(EXTRACTED DATA begins)

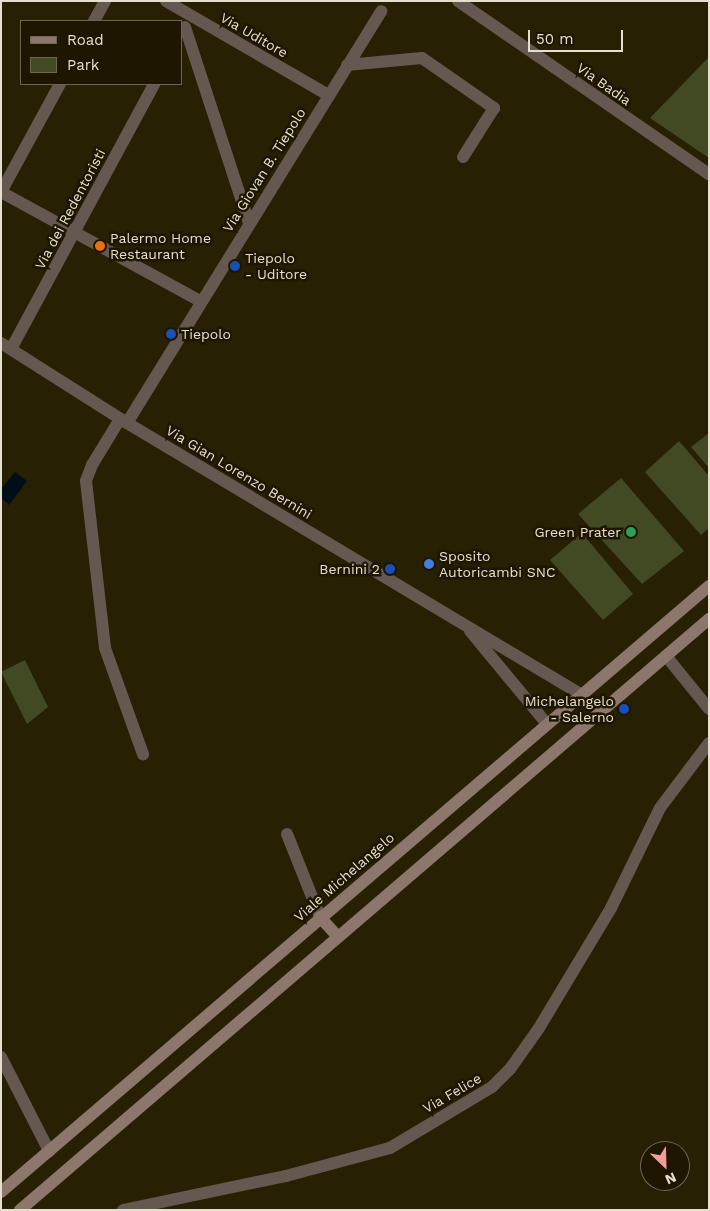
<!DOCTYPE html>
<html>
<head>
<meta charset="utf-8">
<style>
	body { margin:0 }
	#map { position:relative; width:710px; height:1211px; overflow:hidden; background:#272003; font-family:"Work Sans",sans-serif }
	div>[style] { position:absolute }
	.green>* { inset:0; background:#424a23 }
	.water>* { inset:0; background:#000e19 }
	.street>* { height:12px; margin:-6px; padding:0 6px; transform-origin:6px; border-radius:6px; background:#655851 }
	.secondary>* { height:12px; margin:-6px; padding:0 6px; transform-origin:6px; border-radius:6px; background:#8d776d }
	.dots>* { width:14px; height:14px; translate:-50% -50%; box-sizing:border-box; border:2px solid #1e1600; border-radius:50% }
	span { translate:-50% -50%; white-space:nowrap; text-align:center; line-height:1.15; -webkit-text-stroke:5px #1e1600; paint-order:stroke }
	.street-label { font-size:14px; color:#e4dfcf }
	.poi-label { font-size:14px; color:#e4dfcf }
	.left { translate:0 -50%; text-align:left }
	.right { translate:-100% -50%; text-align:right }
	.frame { position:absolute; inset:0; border:2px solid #e4dfcf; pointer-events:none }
	.legend { position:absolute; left:20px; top:20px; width:162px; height:65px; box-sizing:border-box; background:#1e1600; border:1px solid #6d6653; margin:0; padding:6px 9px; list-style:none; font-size:15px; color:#e4dfcf }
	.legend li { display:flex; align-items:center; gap:10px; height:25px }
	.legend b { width:25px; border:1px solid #6d6653 }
	.north { position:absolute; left:640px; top:1141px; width:50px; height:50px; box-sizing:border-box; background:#1e1600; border:1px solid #6d6653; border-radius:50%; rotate:156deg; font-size:14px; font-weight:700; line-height:20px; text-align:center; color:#e4dfcf }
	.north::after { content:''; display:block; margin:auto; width:18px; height:22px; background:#f59b9a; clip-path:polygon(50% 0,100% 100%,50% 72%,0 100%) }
	.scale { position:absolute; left:528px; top:30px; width:95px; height:22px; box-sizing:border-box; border:2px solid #e4dfcf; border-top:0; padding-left:6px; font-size:15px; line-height:18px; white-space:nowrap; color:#e4dfcf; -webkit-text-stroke:4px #1e1600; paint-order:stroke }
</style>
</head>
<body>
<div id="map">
	<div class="green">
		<i style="clip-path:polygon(709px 57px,709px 158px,650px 118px)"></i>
		<i style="clip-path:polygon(709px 433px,709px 468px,691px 447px)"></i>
		<i style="clip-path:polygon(679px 441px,709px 476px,709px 528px,701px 535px,645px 472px)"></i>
		<i style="clip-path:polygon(621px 478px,684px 551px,642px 584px,578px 514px)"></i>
		<i style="clip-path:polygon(582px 533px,633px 594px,603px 620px,550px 560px)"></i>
		<i style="clip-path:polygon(25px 660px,48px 707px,27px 724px,1px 672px)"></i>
	</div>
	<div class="water">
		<i style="clip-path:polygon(15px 472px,27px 481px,9px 505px,1px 498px,1px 489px)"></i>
	</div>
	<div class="street">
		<i style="left:166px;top:1px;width:187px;rotate:30.1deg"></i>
		<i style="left:458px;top:1px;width:305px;rotate:34.6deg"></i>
		<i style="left:94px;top:21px;width:23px;rotate:-61deg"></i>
		<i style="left:185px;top:27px;width:206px;rotate:71.9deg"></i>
		<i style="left:347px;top:65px;width:75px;rotate:-5.3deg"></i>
		<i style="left:422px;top:58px;width:88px;rotate:34.8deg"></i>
		<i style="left:494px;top:108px;width:58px;rotate:122.3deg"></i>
		<i style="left:1px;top:192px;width:227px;rotate:28.7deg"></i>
		<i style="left:1px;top:192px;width:123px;rotate:-61.4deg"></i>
		<i style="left:1px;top:343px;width:149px;rotate:32.4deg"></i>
		<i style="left:127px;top:423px;width:530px;rotate:30.87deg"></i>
		<i style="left:11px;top:349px;width:301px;rotate:-61.6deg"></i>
		<i style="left:120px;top:419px;width:54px;rotate:121.3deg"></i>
		<i style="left:92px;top:465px;width:17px;rotate:111deg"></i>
		<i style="left:86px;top:481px;width:168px;rotate:83.5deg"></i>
		<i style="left:105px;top:648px;width:113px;rotate:70.3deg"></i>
		<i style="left:127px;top:423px;width:484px;rotate:-58.3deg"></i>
		<i style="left:470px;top:631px;width:121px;rotate:50.4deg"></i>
		<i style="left:666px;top:656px;width:68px;rotate:50.9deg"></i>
		<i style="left:287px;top:834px;width:89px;rotate:68.3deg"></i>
		<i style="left:1px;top:1057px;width:106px;rotate:62.9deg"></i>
		<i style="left:123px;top:1210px;width:167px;rotate:-11.8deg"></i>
		<i style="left:286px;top:1176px;width:108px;rotate:-15.1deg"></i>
		<i style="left:390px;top:1148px;width:119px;rotate:-30.9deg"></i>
		<i style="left:492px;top:1087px;width:25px;rotate:-45deg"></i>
		<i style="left:510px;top:1069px;width:50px;rotate:-54.7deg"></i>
		<i style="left:539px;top:1028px;width:140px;rotate:-59deg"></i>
		<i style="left:611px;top:908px;width:111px;rotate:-63.9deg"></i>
		<i style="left:660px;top:808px;width:81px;rotate:-53deg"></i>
	</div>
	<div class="secondary">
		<i style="left:320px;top:917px;width:27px;rotate:48deg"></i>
		<i style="left:1px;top:1192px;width:932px;rotate:-40.56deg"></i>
		<i style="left:20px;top:1210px;width:908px;rotate:-40.62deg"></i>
	</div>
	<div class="dots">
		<i style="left:100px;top:246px;background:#e8710a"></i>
		<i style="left:235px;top:266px;background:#1a4fb4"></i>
		<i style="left:171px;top:334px;background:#1a4fb4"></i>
		<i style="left:631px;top:532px;background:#2e9e5b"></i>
		<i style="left:429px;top:564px;background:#3f7fe0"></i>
		<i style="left:390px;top:569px;background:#1a4fb4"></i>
		<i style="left:624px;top:709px;background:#1a4fb4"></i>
	</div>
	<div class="street-label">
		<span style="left:254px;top:35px;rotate:30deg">Via Uditore</span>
		<span style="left:604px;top:84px;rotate:35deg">Via Badia</span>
		<span style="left:264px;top:170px;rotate:-58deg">Via Giovan B. Tiepolo</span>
		<span style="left:70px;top:209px;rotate:-62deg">Via dei Redentoristi</span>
		<span style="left:239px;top:472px;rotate:31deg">Via Gian Lorenzo Bernini</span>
		<span style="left:344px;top:877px;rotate:-41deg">Viale Michelangelo</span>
		<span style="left:452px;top:1093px;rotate:-30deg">Via Felice</span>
	</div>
	<div class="poi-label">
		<span class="left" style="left:110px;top:246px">Palermo Home<br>Restaurant</span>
		<span class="left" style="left:245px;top:266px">Tiepolo<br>- Uditore</span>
		<span class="left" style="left:181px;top:334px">Tiepolo</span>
		<span class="right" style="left:621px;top:532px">Green Prater</span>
		<span class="left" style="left:439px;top:564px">Sposito<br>Autoricambi SNC</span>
		<span class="right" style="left:380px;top:569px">Bernini 2</span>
		<span class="right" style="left:614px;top:709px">Michelangelo<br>- Salerno</span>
	</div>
	<div class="frame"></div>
	<ul class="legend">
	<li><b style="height:6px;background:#8d776d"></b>Road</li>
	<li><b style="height:14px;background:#424a23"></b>Park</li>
	</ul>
	<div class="north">N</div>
	<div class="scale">50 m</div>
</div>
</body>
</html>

(EXTRACTED DATA ends)

WHAT YOU SHOULD DO :: Omit every picture, and please return the entries exactly from the first line through the line with "width:14px; height:14px; translate:-50%", both included.

ANSWER SECTION ::
<!DOCTYPE html>
<html>
<head>
<meta charset="utf-8">
<style>
	body { margin:0 }
	#map { position:relative; width:710px; height:1211px; overflow:hidden; background:#272003; font-family:"Work Sans",sans-serif }
	div>[style] { position:absolute }
	.green>* { inset:0; background:#424a23 }
	.water>* { inset:0; background:#000e19 }
	.street>* { height:12px; margin:-6px; padding:0 6px; transform-origin:6px; border-radius:6px; background:#655851 }
	.secondary>* { height:12px; margin:-6px; padding:0 6px; transform-origin:6px; border-radius:6px; background:#8d776d }
	.dots>* { width:14px; height:14px; translate:-50% -50%; box-sizing:border-box; border:2px solid #1e1600; border-radius:50% }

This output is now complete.